I think the safe and most reasonable approach is to recognize the tremendous variety in early iron tsuba, and that many groups or independent producers utilizing a wide range of methods were actively engaged in their production, and often participated with others with materials and ideas. This participation may well have come from groups involved in the production of armor or swords, but the actual physical or documented evidence of such an association is non-existent.

The late Muromachi and Momoyama periods are a brief but especially rewarding era in the study of Japanese sword mountings. This time of political and cultural transition gave birth to new developments in the arts. The katana and later its shorter companion sword the wakizashi were worn as a pair by men of resources, taste and influence who demanded high quality sword fittings in the latest styles. While golden splendor continued to capture many eyes, there was also appreciation of the more subdued wabi/sabi aesthetic very much influenced by tea culture. Objects that embodied these qualities were highly sought after. We will look briefly at the classic sukashi (openwork) tsuba styles of Kyoto and Owari and consider their possible mutual influences and eventual decline.



Kyo-sukashi tsuba are openwork sword guards named for Kyoto, which was long the capital city of Japan. While Kamakura in the east had been the seat of the Shogunate and center of warrior (buke) culture for 150 years, it was in decline by the 14th C, with Kyoto becoming the heart of not only the high culture of the court (kuge), but of the buke as well. By the late Muromachi period, Kyoto recovered from the earlier disruption of urban warfare, and became the political, commercial and cultural center of Japan for the next 100 years. This combination of court and warrior influences brought an elegant and even delicate design with refined execution to the iron sword guards of the capitol. These tsuba were probably owned by fashionable, or at least status-conscious bushi of relatively high rank.

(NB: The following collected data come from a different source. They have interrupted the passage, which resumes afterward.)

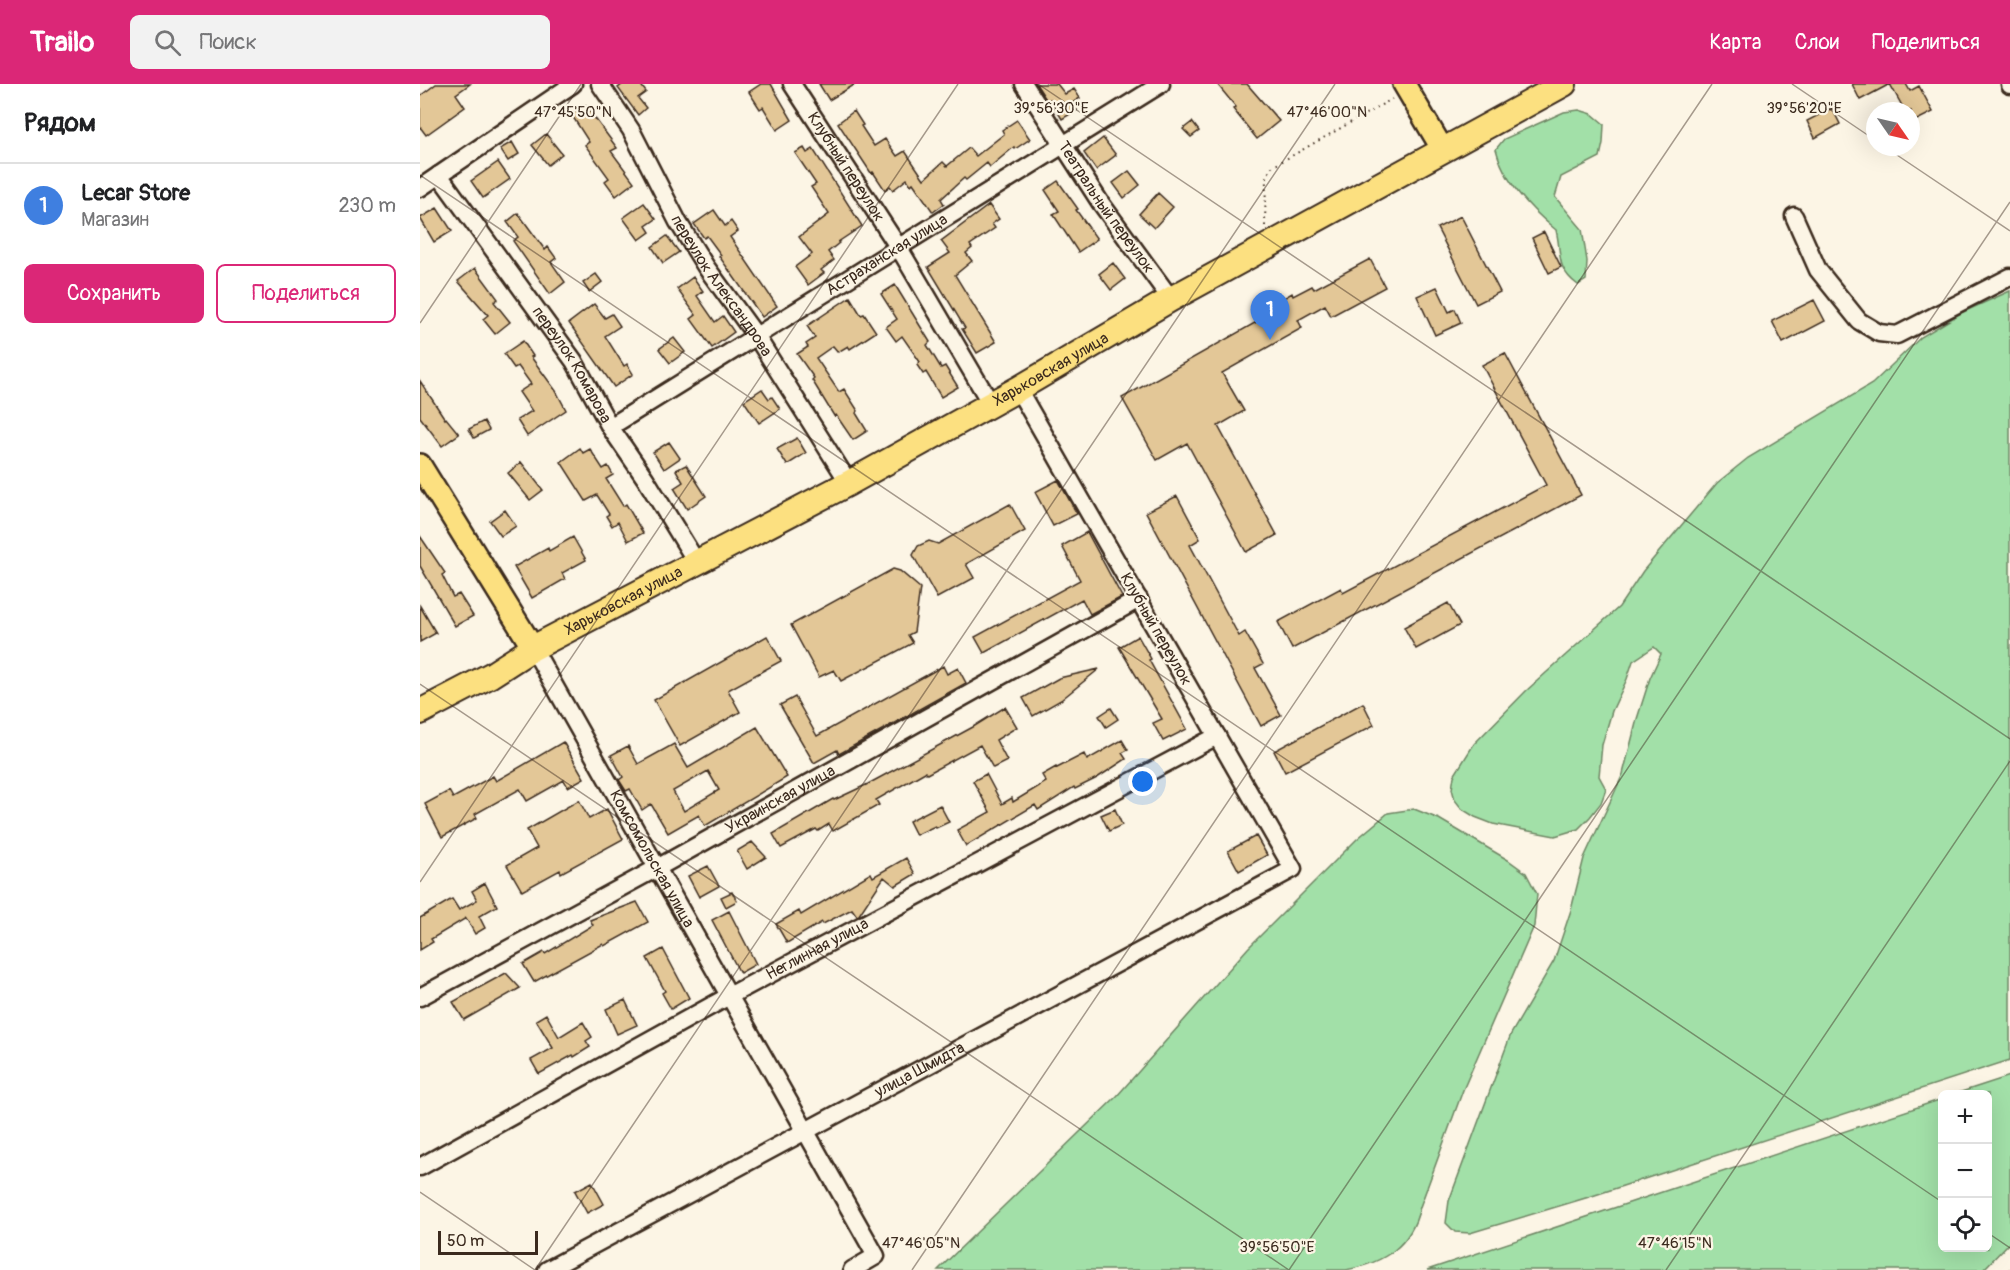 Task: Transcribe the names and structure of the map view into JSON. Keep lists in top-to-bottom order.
{
  "streets": {
    "highway": ["Харьковская улица"],
    "main road": ["Комсомольская улица"],
    "street": [
      "Клубный переулок",
      "Театральный переулок",
      "Астраханская улица",
      "переулок Александрова",
      "переулок Комарова",
      "Украинская улица",
      "Неглинная улица",
      "улица Шмидта"
    ]
  },
  "crossings": [
    ["Клубный переулок", "Астраханская улица"],
    ["Клубный переулок", "Харьковская улица"],
    ["Клубный переулок", "Украинская улица"],
    ["Клубный переулок", "Неглинная улица"],
    ["Клубный переулок", "улица Шмидта"],
    ["Театральный переулок", "Астраханская улица"],
    ["Театральный переулок", "Харьковская улица"],
    ["Астраханская улица", "переулок Александрова"],
    ["Астраханская улица", "переулок Комарова"],
    ["переулок Александрова", "Харьковская улица"],
    ["переулок Комарова", "Харьковская улица"],
    ["Харьковская улица", "Комсомольская улица"],
    ["Украинская улица", "Комсомольская улица"],
    ["Комсомольская улица", "Неглинная улица"],
    ["Комсомольская улица", "улица Шмидта"]
  ],
  "scale_bar": "50 m",
  "north": "bottom right",
  "page": {
    "header": "Trailo",
    "search": "Поиск",
    "nav": ["Карта", "Слои", "Поделиться"],
    "heading": "Рядом",
    "list": [
      {
        "mark": "1",
        "name": "Lecar Store",
        "note": "Магазин",
        "value": "230 m"
      }
    ],
    "buttons": ["Сохранить", "Поделиться"],
    "pins": "1",
    "map_buttons": ["+", "−"],
    "scale": "50 m"
  },
  "coordinates": [
    "39°56'20\"E",
    "39°56'30\"E",
    "47°45'50\"N",
    "47°46'00\"N",
    "47°46'05\"N",
    "47°46'15\"N",
    "39°56'50\"E"
  ]
}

The selection of appropriate sword furniture was at least as important to the urban warriors of late 16th C Kyoto as the clothing they wore. The choice of sword fittings was not only an aesthetic decision limited by finances, but may also have been dictated by what was appropriate to one's position within the social and political warrior hierarchy. When we look at the highly decorated examples of the surviving clothing of the top military men of the late Muromachi and Momoyama period Kyoto, these Kyo-sukashi guards are subdued by comparison. The highly refined carving and sumptuous gold overlay metal work of the Ko-Kinko workers on black shakudo plate (a black-patinated alloy of copper, gold and trace metals), and perhaps Heianjo zogan guards with pictorial brass inlay on iron seem to share the aesthetic of these highly ornamented garments. Those colorful tsuba may have been what was worn by members of the upper ranks who wanted to show their wealth and position. Perhaps Kyo-sukashi guards were worn by the upper ranks with their more conservative daily clothing or on occasions when they wanted to emphasize their military role rather than show off their splendor. Or they may have been owned by a slightly lower rank for whom showy and expensive gold or brass was not appropriate or affordable. Certainly it is the iron sukashi guards that express what we think of as the ethics and philosophy of the bushi.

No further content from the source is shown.